Merlin Young - gentle and effective acupuncture for everyone

Welcome...

(Please use the menu on the left  to navigate to the other pages.) 

Here on this homepage, I thought it might be useful to put a little information about acupuncture, moxibustion, and their origins.

Many people know acupuncture to be a form of East Asian medical therapy using needles which are inserted into the skin.

Whilst this is true, to utilise its full potential acupuncturists also use a refined herb (commonly known as "moxa") which is smouldered either just over the skin or on the handles of the needles themselves.

In fact, the word which describes acupuncture therapy in Chinese is zhen jiu (which roughly translates as "needles and warming"). This is how closely moxibustion is associated with needle therapy across East Asia, and is why this website is called "Acupuncture-and-Moxa", in the spirit of the traditional therapy.

   (You can see here the compound ideogram, the upper character (zhen) representing a metal needle, and the lower one (jiu) something old or matured warmed by fire)

As a fully conceived combined therapy, acupuncture and moxa is around 2,000 years old. In fact, texts describing moxibustion were found amongst the oldest authenticated surviving collection of medical scrolls in China, predating acupuncture, so it is quite probable that the roots of needle therapy actually lie in moxibustion itself.

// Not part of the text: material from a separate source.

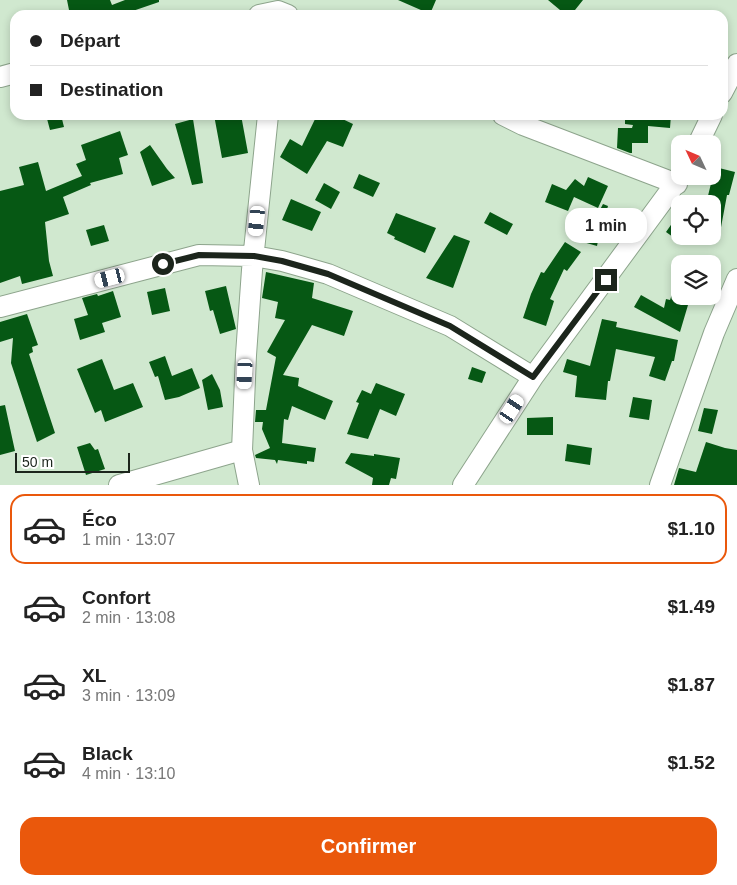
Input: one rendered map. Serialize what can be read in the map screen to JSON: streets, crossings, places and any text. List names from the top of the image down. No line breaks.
{"scale_bar":"50 m","north":"top left","page":{"banner":["Départ","Destination"],"bubble":"1 min","scale":"50 m","list":[{"name":"Éco","note":"1 min · 13:07","value":"$1.10"},{"name":"Confort","note":"2 min · 13:08","value":"$1.49"},{"name":"XL","note":"3 min · 13:09","value":"$1.87"},{"name":"Black","note":"4 min · 13:10","value":"$1.52"}],"buttons":"Confirmer"}}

Since those early times, acupuncture and moxa has been used by literally millions of practitioners on countless millions of people, treating a huge variety of complaints. Indeed it may well be the world's oldest continuously practised holistic therapy.

Today, acupuncture is practised in many styles across the world, and in recent times, it has been embraced by many visionary physicians both in the East and in the West, and it continues to be creatively developed and investigated. Its actions and mechanisms are still not fully scientifically understood, but this has not detracted from its application in the modern age.

 "Acupuncture...is no more experimental as a mode of treatment than is the Chinese language as a mode of communication. What is experimental is not acupuncture, but Westerners' understanding of it and their ability to use it properly."                                                                            

US District Court of Southern Texas, July 1980.